In the entries below, find every line with "sans" and copy it.
(Working data Opens)
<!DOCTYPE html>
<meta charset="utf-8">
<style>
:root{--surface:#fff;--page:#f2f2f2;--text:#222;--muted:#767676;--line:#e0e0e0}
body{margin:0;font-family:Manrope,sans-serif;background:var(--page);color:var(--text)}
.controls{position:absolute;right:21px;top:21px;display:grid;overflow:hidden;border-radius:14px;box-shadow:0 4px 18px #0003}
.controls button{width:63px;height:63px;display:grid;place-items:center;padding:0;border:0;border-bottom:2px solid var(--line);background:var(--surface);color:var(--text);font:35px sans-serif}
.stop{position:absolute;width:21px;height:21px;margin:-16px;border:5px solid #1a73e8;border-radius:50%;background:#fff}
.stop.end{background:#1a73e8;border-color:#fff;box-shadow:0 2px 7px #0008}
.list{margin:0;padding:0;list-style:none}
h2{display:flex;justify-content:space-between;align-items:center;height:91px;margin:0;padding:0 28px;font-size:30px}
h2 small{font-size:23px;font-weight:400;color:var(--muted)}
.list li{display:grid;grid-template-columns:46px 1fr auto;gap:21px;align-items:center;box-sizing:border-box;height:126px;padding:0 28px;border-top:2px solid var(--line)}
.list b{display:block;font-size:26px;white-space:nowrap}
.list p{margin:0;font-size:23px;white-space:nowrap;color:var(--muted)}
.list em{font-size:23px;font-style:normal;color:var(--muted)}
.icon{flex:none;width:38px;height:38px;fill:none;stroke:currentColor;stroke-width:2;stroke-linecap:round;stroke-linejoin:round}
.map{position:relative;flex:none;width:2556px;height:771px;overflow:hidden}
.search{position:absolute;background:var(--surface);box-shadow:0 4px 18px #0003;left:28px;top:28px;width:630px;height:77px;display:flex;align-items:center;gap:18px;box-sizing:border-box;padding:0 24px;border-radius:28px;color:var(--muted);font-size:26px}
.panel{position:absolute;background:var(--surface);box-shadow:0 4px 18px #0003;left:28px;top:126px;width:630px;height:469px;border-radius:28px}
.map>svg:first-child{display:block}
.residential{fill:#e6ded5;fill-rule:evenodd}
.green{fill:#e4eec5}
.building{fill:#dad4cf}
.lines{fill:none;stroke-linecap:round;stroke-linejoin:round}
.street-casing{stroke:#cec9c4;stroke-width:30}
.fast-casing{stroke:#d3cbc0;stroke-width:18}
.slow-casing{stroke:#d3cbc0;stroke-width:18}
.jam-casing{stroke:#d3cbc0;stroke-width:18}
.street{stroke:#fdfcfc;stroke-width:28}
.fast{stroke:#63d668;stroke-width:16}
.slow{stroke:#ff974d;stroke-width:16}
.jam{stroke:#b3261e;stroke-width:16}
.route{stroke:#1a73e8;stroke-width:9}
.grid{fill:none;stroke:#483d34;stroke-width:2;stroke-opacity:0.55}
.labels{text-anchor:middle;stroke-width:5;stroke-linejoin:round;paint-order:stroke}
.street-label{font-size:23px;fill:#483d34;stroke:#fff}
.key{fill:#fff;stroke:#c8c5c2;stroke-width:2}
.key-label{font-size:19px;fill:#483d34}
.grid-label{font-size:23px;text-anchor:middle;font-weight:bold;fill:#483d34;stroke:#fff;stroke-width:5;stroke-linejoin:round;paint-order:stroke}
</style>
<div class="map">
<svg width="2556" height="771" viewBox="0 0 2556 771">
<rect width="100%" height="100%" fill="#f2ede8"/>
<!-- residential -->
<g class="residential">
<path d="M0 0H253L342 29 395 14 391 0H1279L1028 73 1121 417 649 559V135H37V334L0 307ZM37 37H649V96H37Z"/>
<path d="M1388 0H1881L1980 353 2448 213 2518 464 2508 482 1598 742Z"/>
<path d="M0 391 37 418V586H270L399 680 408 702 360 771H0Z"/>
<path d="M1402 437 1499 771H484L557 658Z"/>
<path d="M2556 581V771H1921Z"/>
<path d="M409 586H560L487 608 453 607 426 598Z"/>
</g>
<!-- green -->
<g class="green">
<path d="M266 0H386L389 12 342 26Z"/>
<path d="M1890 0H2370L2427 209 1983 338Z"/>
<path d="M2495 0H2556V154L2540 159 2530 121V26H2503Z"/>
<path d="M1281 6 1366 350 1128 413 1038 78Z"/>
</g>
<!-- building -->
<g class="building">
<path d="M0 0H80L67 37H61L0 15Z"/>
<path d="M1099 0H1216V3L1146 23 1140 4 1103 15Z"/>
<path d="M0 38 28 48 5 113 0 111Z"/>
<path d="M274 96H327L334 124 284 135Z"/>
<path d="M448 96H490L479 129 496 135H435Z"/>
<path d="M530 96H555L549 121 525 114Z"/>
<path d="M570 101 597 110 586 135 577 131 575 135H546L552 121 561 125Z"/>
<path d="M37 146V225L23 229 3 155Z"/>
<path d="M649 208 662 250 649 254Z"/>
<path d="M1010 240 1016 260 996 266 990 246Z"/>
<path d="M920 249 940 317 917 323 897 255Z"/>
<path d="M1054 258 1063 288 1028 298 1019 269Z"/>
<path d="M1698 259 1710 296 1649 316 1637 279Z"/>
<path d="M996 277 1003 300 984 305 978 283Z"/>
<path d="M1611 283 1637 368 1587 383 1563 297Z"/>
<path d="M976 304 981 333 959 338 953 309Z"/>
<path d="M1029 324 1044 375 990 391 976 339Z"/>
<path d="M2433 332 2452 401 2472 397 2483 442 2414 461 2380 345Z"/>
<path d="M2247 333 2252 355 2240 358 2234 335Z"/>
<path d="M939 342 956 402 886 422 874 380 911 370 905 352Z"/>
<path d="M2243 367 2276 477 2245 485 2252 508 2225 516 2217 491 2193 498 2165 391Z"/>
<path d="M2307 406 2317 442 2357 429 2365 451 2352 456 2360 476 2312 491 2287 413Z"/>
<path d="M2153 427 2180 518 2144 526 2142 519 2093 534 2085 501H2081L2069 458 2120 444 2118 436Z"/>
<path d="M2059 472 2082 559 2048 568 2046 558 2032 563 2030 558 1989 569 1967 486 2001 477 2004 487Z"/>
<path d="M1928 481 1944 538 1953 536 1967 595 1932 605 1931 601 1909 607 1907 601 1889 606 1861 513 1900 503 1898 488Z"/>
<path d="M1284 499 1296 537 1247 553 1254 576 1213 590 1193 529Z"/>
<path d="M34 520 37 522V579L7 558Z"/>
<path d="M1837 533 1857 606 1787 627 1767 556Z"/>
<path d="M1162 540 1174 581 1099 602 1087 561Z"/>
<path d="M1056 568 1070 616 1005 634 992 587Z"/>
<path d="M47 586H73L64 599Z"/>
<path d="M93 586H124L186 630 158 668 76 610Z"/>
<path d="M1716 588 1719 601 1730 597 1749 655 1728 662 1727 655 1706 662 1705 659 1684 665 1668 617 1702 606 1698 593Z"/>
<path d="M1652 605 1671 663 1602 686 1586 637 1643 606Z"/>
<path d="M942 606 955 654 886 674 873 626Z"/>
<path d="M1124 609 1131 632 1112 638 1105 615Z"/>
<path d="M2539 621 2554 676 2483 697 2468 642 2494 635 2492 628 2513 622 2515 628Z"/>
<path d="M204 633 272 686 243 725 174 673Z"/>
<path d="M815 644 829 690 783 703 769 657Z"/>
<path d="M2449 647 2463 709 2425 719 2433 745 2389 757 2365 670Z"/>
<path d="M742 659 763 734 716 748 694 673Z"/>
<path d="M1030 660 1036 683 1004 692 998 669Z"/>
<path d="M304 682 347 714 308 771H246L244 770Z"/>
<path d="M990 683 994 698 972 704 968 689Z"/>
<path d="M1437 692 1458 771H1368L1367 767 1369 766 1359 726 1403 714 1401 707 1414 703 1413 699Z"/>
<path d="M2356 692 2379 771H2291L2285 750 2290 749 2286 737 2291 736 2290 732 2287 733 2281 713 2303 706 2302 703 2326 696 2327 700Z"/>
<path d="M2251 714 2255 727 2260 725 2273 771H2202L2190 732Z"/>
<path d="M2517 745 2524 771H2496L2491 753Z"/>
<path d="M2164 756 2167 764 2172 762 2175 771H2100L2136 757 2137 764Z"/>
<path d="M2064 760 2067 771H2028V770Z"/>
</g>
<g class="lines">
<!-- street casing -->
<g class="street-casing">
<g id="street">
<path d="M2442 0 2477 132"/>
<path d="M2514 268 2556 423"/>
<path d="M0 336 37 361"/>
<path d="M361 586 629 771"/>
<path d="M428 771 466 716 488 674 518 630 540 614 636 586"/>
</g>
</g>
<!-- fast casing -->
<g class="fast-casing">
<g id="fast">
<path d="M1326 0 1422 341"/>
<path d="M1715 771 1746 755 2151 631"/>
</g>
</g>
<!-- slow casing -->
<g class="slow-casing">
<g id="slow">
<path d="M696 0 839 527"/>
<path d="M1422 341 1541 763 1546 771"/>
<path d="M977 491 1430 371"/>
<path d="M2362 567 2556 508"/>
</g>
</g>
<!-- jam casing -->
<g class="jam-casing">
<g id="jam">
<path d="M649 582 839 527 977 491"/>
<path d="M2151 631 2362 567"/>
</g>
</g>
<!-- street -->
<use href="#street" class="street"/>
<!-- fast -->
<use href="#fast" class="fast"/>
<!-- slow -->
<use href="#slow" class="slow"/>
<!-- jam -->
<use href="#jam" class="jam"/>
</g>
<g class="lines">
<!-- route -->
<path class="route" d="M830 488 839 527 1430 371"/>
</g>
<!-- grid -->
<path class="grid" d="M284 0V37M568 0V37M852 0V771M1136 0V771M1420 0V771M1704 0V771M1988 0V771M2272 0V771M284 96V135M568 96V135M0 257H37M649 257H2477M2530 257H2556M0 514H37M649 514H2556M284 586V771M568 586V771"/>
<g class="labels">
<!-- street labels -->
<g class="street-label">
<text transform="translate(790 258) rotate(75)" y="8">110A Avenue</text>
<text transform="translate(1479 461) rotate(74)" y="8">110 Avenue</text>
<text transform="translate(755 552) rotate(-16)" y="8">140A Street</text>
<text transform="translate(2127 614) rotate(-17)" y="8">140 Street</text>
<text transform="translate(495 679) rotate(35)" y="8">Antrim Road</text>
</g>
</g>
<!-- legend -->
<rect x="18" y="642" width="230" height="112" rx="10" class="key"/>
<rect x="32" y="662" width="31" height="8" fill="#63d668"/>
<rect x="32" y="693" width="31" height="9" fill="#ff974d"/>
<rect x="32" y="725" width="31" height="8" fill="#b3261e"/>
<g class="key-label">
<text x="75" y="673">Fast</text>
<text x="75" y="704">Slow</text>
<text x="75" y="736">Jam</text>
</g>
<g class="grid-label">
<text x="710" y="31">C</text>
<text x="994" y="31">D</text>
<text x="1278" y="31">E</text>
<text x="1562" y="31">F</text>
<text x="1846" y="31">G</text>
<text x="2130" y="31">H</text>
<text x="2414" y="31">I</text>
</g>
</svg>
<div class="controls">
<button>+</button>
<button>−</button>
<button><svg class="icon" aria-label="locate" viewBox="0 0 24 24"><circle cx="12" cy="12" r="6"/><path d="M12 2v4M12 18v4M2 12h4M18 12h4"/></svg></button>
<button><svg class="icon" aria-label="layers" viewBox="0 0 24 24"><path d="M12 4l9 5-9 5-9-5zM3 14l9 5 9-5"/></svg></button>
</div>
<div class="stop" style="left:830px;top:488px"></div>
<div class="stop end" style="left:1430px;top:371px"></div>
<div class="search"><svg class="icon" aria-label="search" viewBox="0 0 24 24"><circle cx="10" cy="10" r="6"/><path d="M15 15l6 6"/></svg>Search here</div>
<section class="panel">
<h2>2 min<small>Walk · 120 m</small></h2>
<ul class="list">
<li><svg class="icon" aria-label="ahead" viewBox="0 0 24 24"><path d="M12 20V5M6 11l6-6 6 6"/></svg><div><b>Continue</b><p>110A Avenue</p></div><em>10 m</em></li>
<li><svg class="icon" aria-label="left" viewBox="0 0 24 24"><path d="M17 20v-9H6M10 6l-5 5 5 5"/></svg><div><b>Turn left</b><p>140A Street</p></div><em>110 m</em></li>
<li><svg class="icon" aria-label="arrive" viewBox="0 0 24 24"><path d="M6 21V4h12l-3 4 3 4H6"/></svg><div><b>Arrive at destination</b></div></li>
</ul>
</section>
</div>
(Working data Closes)
Answer:
body{margin:0;font-family:Manrope,sans-serif;background:var(--page);color:var(--text)}
.controls button{width:63px;height:63px;display:grid;place-items:center;padding:0;border:0;border-bottom:2px solid var(--line);background:var(--surface);color:var(--text);font:35px sans-serif}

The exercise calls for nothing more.